THE PROBLEM: The lines to reproduce from the material below are those from the one containing "Give bounding boxes" through the one containing "Where are all", both included; write them out exactly and add nothing.

DATA SHOWN:

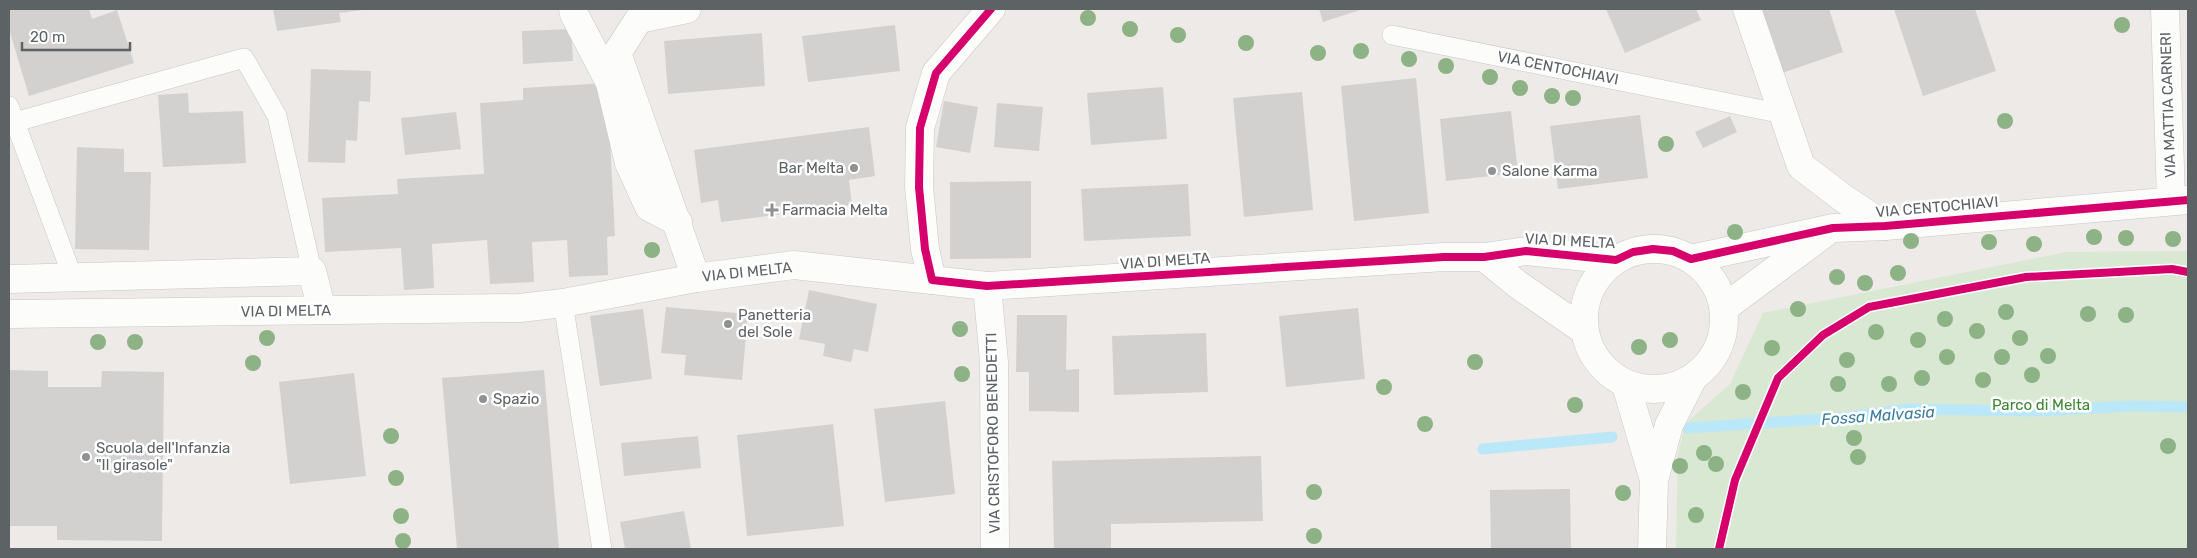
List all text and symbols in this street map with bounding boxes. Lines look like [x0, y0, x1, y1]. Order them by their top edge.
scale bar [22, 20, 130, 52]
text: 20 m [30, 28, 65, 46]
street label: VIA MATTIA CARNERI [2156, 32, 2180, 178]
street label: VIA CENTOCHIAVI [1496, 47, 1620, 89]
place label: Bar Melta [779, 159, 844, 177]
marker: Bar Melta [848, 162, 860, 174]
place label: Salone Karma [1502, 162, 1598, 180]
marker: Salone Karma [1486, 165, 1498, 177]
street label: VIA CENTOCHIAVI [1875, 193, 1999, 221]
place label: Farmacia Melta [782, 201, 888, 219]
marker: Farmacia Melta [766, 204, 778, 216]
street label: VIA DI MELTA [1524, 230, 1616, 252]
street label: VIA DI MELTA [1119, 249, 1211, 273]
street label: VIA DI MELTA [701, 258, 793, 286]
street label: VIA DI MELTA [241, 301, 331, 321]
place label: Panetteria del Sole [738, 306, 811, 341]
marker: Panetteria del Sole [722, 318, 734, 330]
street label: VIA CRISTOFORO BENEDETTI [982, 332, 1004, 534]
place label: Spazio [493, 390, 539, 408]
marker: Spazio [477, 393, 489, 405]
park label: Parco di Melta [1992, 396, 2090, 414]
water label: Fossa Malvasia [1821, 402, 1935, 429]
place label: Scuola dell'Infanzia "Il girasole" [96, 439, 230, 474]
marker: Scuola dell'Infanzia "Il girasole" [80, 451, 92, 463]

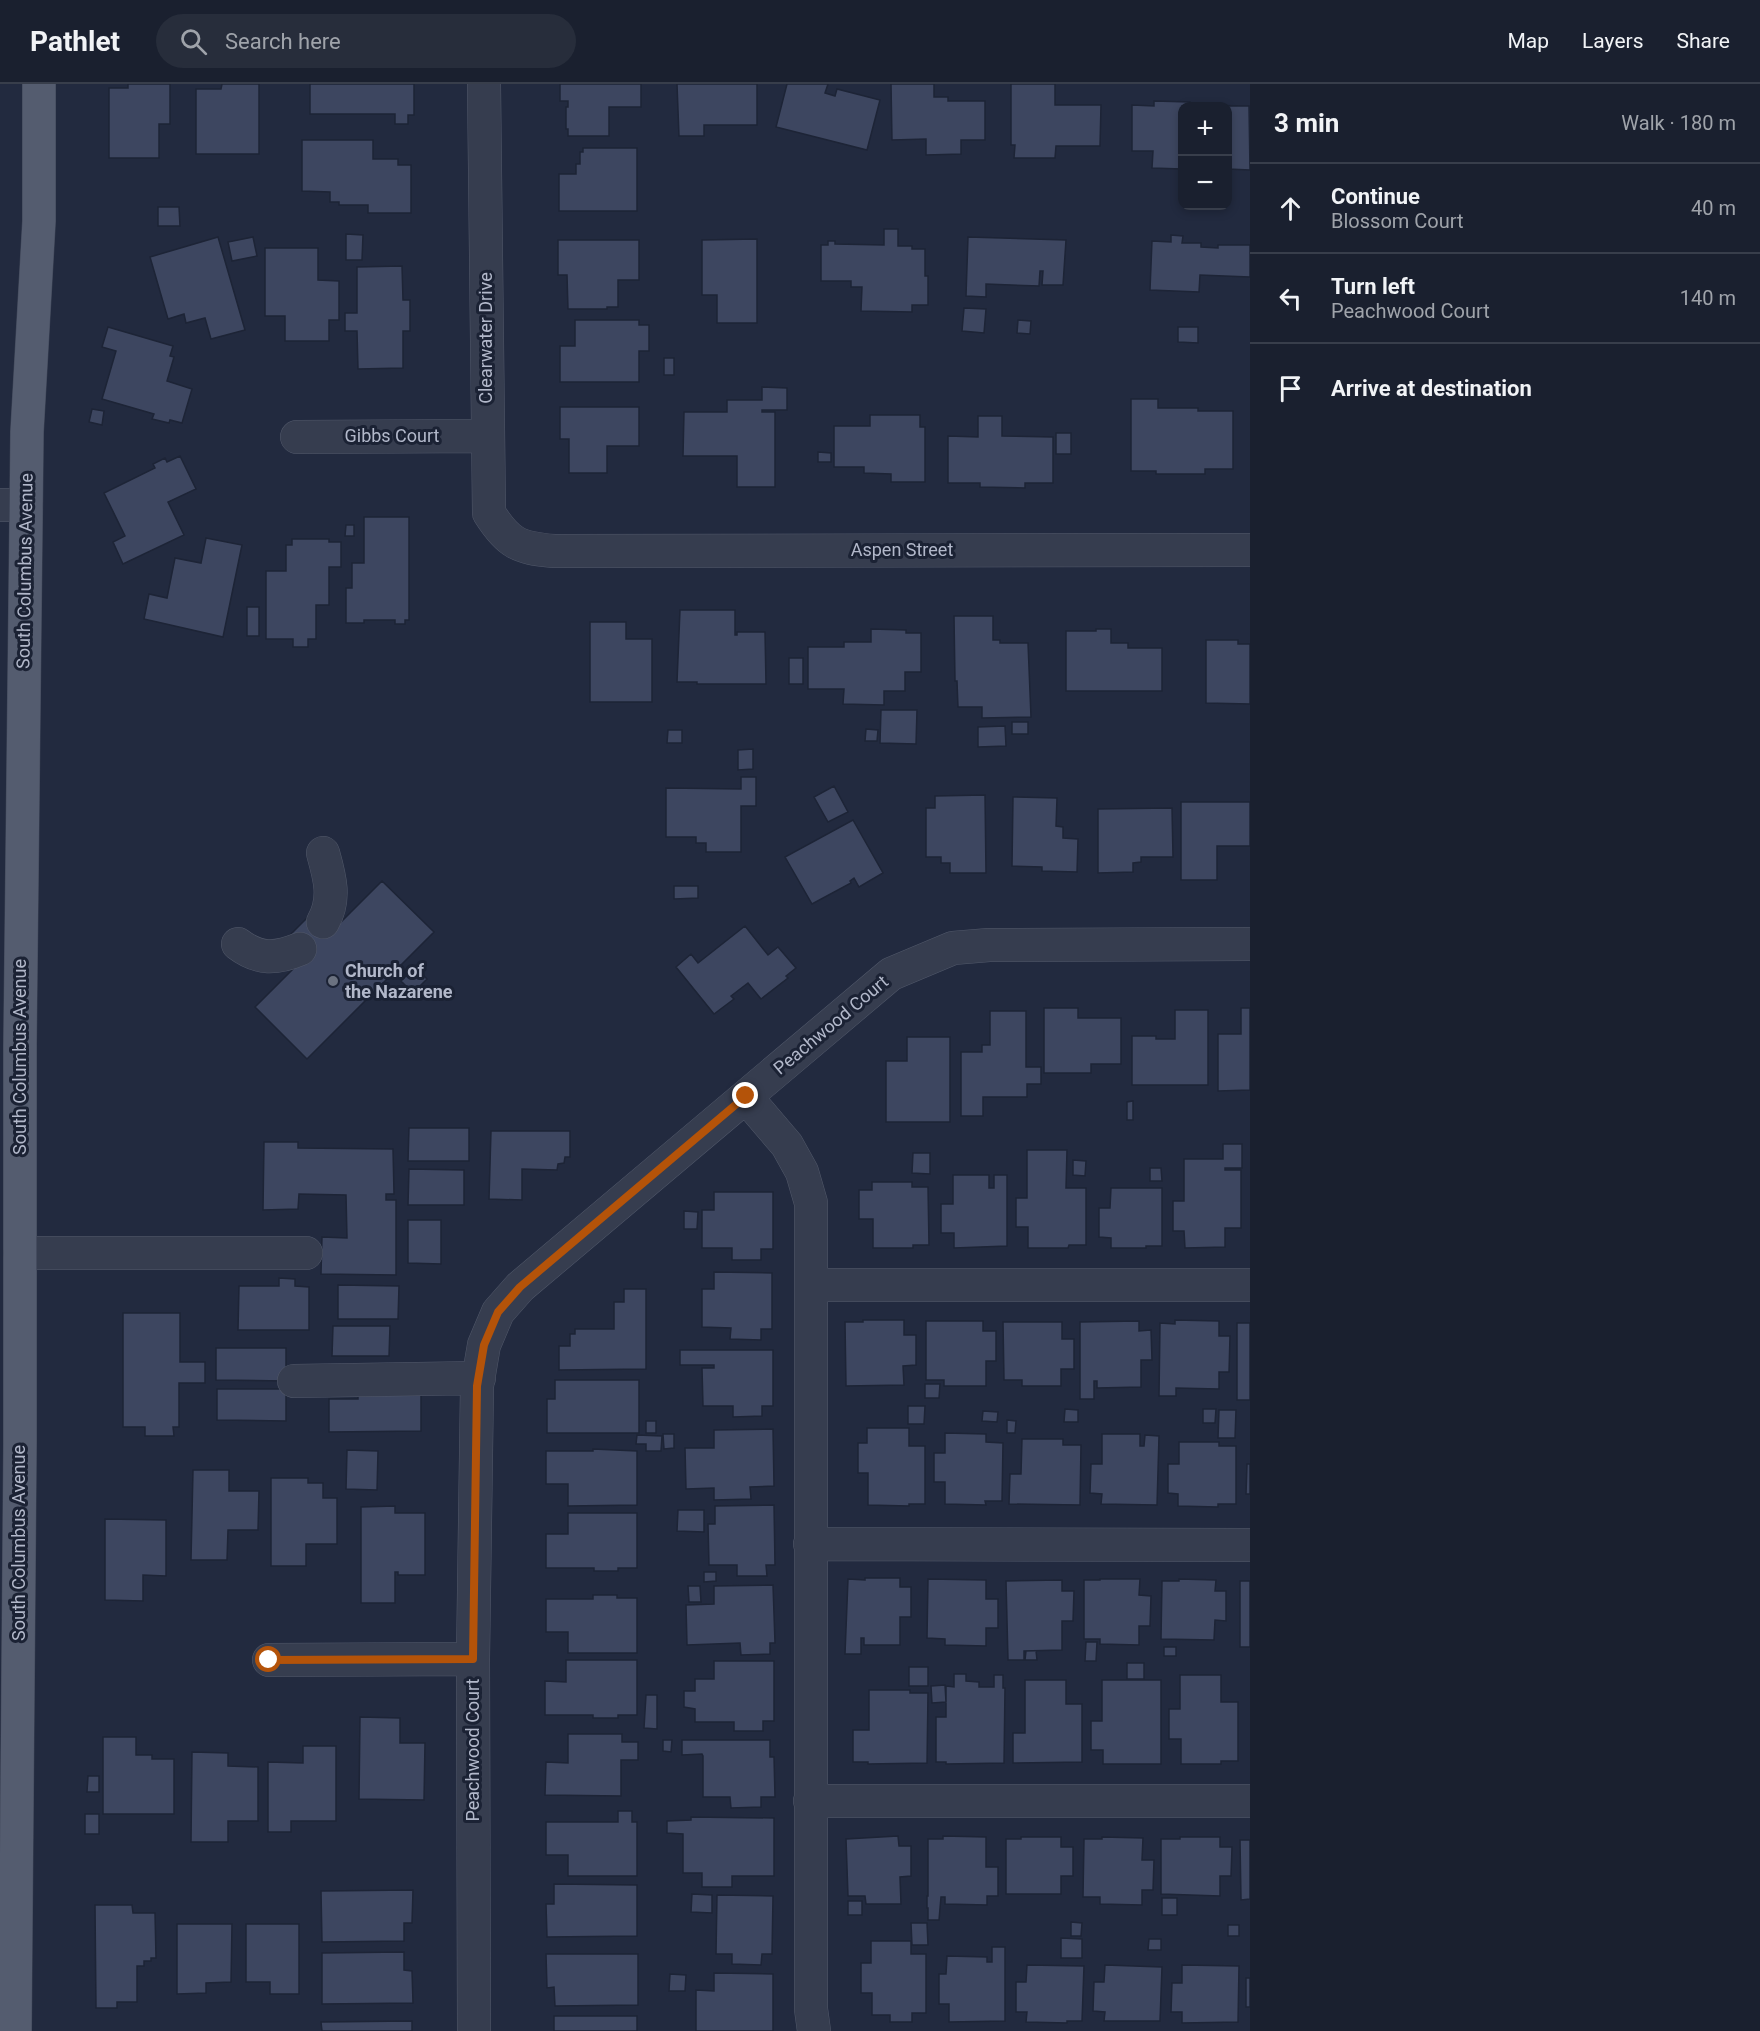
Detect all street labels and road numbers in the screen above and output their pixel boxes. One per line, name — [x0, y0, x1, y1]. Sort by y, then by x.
---
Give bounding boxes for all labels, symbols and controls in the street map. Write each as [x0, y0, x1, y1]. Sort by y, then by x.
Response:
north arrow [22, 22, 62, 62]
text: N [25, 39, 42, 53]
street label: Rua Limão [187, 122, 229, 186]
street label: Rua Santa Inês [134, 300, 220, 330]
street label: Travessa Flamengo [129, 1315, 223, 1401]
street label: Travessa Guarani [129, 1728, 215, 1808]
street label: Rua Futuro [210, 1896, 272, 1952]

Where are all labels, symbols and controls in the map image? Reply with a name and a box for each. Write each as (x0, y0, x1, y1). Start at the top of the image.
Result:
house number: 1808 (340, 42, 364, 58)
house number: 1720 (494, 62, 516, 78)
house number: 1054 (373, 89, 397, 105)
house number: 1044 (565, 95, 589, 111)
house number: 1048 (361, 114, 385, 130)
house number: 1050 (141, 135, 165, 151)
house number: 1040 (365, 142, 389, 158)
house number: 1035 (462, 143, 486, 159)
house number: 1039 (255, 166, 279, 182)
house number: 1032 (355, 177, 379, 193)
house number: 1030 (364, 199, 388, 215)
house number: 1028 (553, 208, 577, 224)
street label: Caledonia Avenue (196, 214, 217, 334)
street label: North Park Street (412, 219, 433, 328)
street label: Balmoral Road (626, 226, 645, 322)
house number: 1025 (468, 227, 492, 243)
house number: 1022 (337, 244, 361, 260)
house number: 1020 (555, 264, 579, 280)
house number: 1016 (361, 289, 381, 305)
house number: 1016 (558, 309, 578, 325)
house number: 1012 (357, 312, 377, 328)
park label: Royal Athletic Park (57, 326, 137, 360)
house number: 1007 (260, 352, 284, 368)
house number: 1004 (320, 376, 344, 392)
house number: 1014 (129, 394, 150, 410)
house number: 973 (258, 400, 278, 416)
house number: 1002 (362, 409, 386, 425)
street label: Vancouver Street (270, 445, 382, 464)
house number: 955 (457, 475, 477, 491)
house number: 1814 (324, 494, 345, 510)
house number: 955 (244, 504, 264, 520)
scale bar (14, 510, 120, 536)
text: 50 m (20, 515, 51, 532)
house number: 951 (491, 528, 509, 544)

SOLUTION TO THE PROBLEM:
Give bounding boxes for all labels, symbols and controls in the street map. Write each as [x0, y0, x1, y1]. Sort by y, then by x.
Response:
north arrow [22, 22, 62, 62]
text: N [25, 39, 42, 53]
street label: Rua Limão [187, 122, 229, 186]
street label: Rua Santa Inês [134, 300, 220, 330]
street label: Travessa Flamengo [129, 1315, 223, 1401]
street label: Travessa Guarani [129, 1728, 215, 1808]
street label: Rua Futuro [210, 1896, 272, 1952]

Where are all labels, symbols and controls in the map image? Reply with a name and a box for each. Write each as (x0, y0, x1, y1). Start at the top of the image.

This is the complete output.